◆ **Problem**
Transcribe each line of the records below exactly, excluding any embedded images.

**** Records

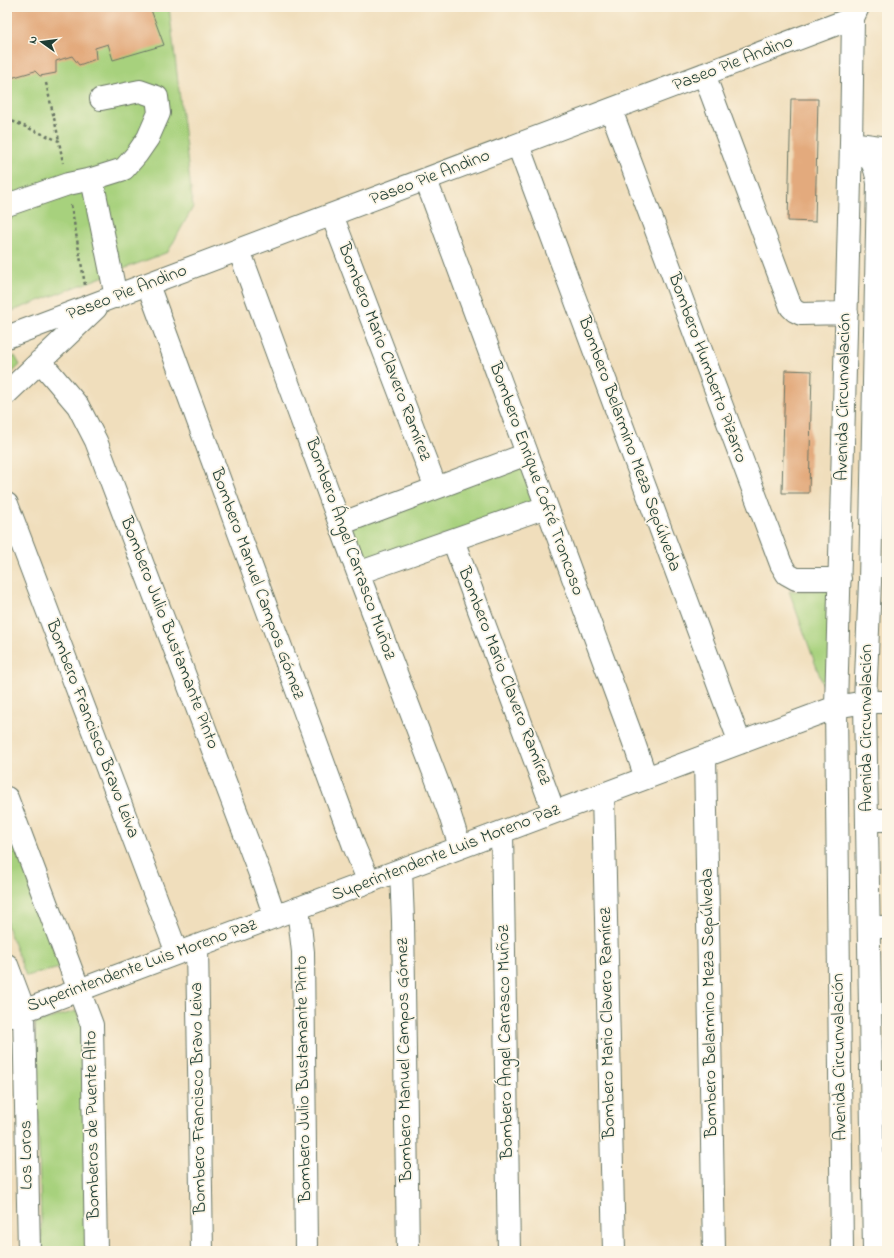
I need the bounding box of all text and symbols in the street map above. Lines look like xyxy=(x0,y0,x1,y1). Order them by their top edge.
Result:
north arrow xyxy=(22,22,62,62)
street label: Paseo Pie Andino xyxy=(669,29,797,99)
text: N xyxy=(25,34,42,45)
street label: Paseo Pie Andino xyxy=(366,143,494,213)
street label: Bombero Mario Clavero Ramírez xyxy=(330,238,438,465)
street label: Paseo Pie Andino xyxy=(63,258,191,328)
street label: Bombero Humberto Pizarro xyxy=(660,268,754,467)
street label: Bombero Belarmino Meza Sepúlveda xyxy=(570,312,687,575)
street label: Avenida Circunvalación xyxy=(830,313,858,481)
street label: Bombero Enrique Cofré Troncoso xyxy=(481,358,590,599)
street label: Bombero Ángel Carrasco Muñoz xyxy=(296,433,402,664)
street label: Bombero Manuel Campos Gómez xyxy=(203,464,311,704)
street label: Bombero Julio Bustamante Pinto xyxy=(112,512,225,753)
street label: Bombero Mario Clavero Ramírez xyxy=(450,562,558,789)
street label: Bombero Francisco Bravo Leiva xyxy=(38,615,146,842)
street label: Avenida Circunvalación xyxy=(854,644,880,812)
street label: Superintendente Luis Moreno Paz xyxy=(328,797,565,909)
street label: Bombero Belarmino Meza Sepúlveda xyxy=(695,868,725,1139)
street label: Bombero Mario Clavero Ramírez xyxy=(593,907,623,1140)
street label: Superintendente Luis Moreno Paz xyxy=(23,912,261,1020)
street label: Bombero Ángel Carrasco Muñoz xyxy=(491,924,522,1160)
street label: Bombero Manuel Campos Gómez xyxy=(390,937,420,1183)
street label: Bombero Julio Bustamante Pinto xyxy=(289,955,319,1204)
street label: Avenida Circunvalación xyxy=(826,973,854,1141)
street label: Bombero Francisco Bravo Leiva xyxy=(184,982,214,1215)
street label: Bomberos de Puente Alto xyxy=(78,1030,108,1221)
street label: Los Loros xyxy=(13,1120,41,1190)

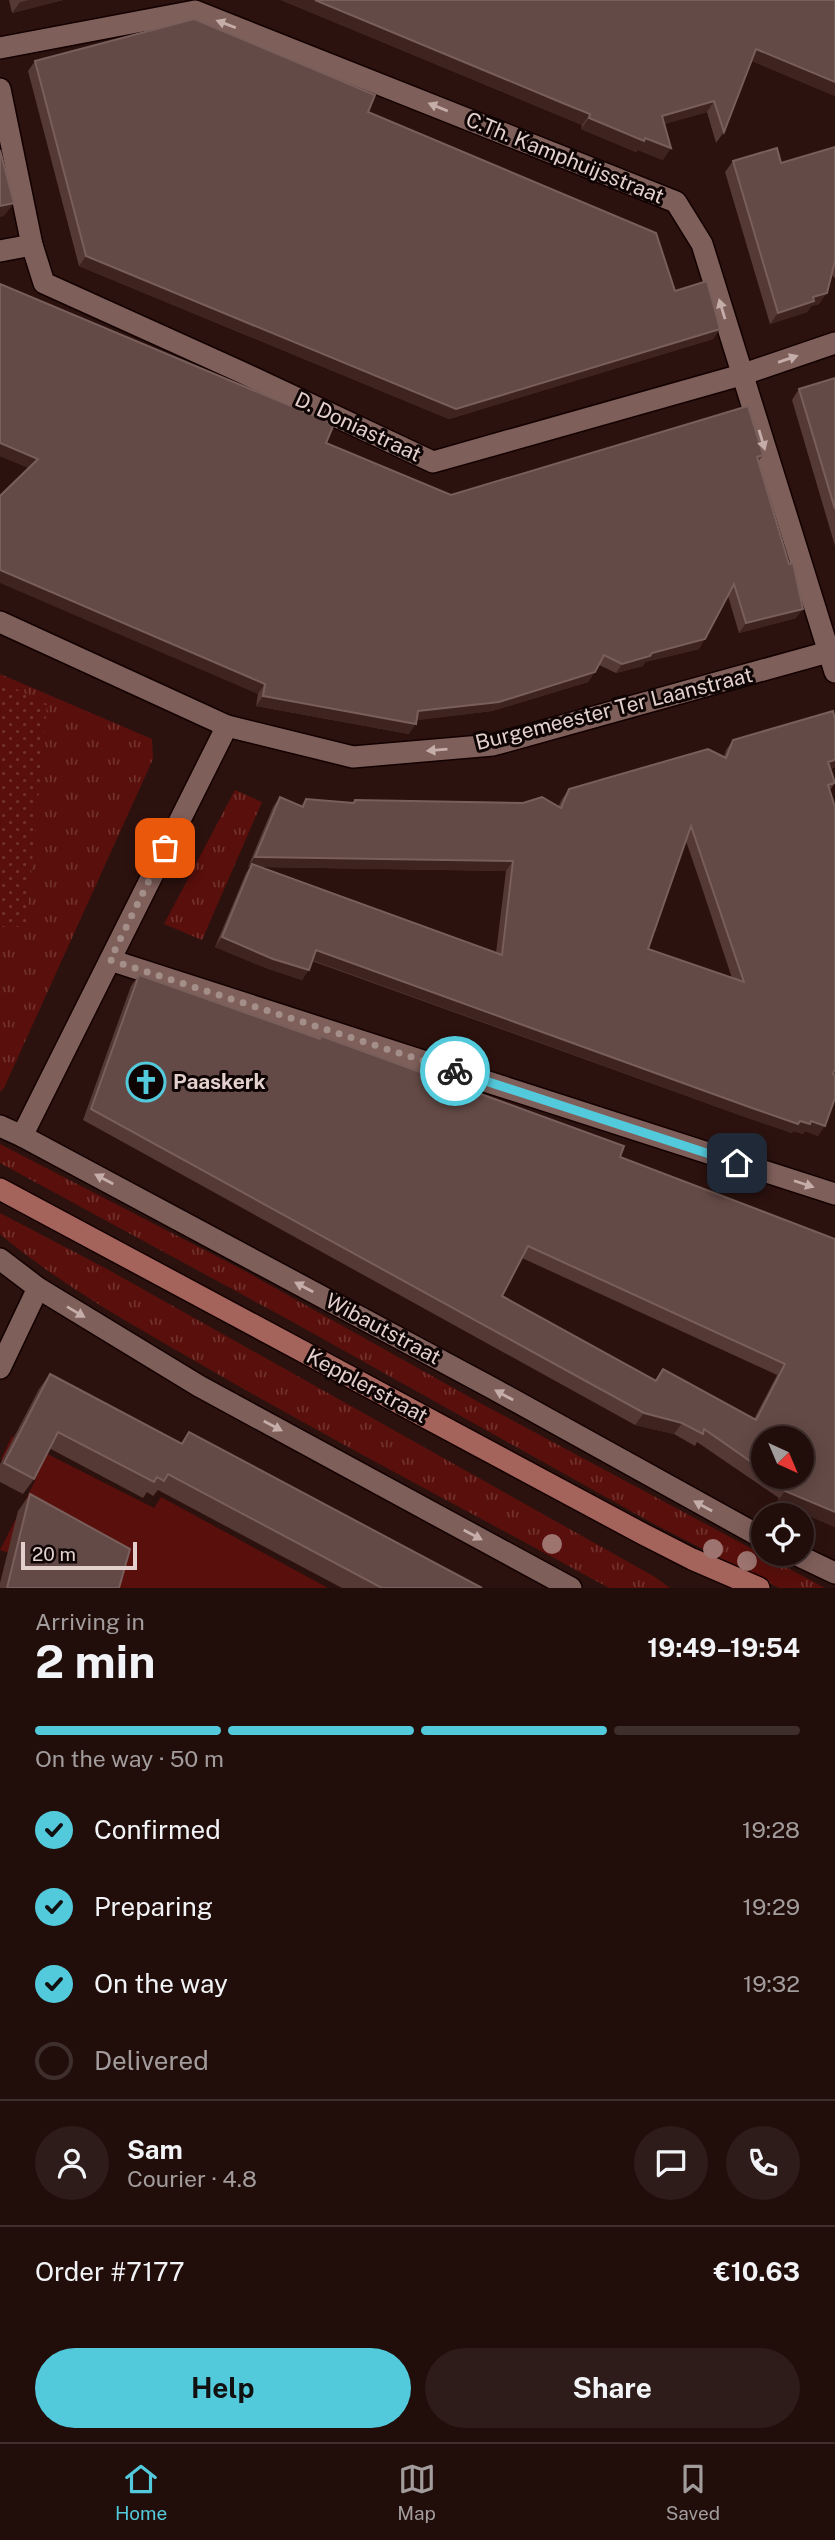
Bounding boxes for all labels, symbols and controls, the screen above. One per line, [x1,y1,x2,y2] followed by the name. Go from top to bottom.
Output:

********

◆ **Final answer**
I need the bounding box of all text and symbols in the street map above. Lines look like xyxy=(x0,y0,x1,y1). Order them by their top edge.
Result:
north arrow xyxy=(22,22,62,62)
street label: Paseo Pie Andino xyxy=(669,29,797,99)
text: N xyxy=(25,34,42,45)
street label: Paseo Pie Andino xyxy=(366,143,494,213)
street label: Bombero Mario Clavero Ramírez xyxy=(330,238,438,465)
street label: Paseo Pie Andino xyxy=(63,258,191,328)
street label: Bombero Humberto Pizarro xyxy=(660,268,754,467)
street label: Bombero Belarmino Meza Sepúlveda xyxy=(570,312,687,575)
street label: Avenida Circunvalación xyxy=(830,313,858,481)
street label: Bombero Enrique Cofré Troncoso xyxy=(481,358,590,599)
street label: Bombero Ángel Carrasco Muñoz xyxy=(296,433,402,664)
street label: Bombero Manuel Campos Gómez xyxy=(203,464,311,704)
street label: Bombero Julio Bustamante Pinto xyxy=(112,512,225,753)
street label: Bombero Mario Clavero Ramírez xyxy=(450,562,558,789)
street label: Bombero Francisco Bravo Leiva xyxy=(38,615,146,842)
street label: Avenida Circunvalación xyxy=(854,644,880,812)
street label: Superintendente Luis Moreno Paz xyxy=(328,797,565,909)
street label: Bombero Belarmino Meza Sepúlveda xyxy=(695,868,725,1139)
street label: Bombero Mario Clavero Ramírez xyxy=(593,907,623,1140)
street label: Superintendente Luis Moreno Paz xyxy=(23,912,261,1020)
street label: Bombero Ángel Carrasco Muñoz xyxy=(491,924,522,1160)
street label: Bombero Manuel Campos Gómez xyxy=(390,937,420,1183)
street label: Bombero Julio Bustamante Pinto xyxy=(289,955,319,1204)
street label: Avenida Circunvalación xyxy=(826,973,854,1141)
street label: Bombero Francisco Bravo Leiva xyxy=(184,982,214,1215)
street label: Bomberos de Puente Alto xyxy=(78,1030,108,1221)
street label: Los Loros xyxy=(13,1120,41,1190)

Bounding boxes for all labels, symbols and controls, the screen above. One per line, [x1,y1,x2,y2] followed by the name. Go from top to bottom.
Output:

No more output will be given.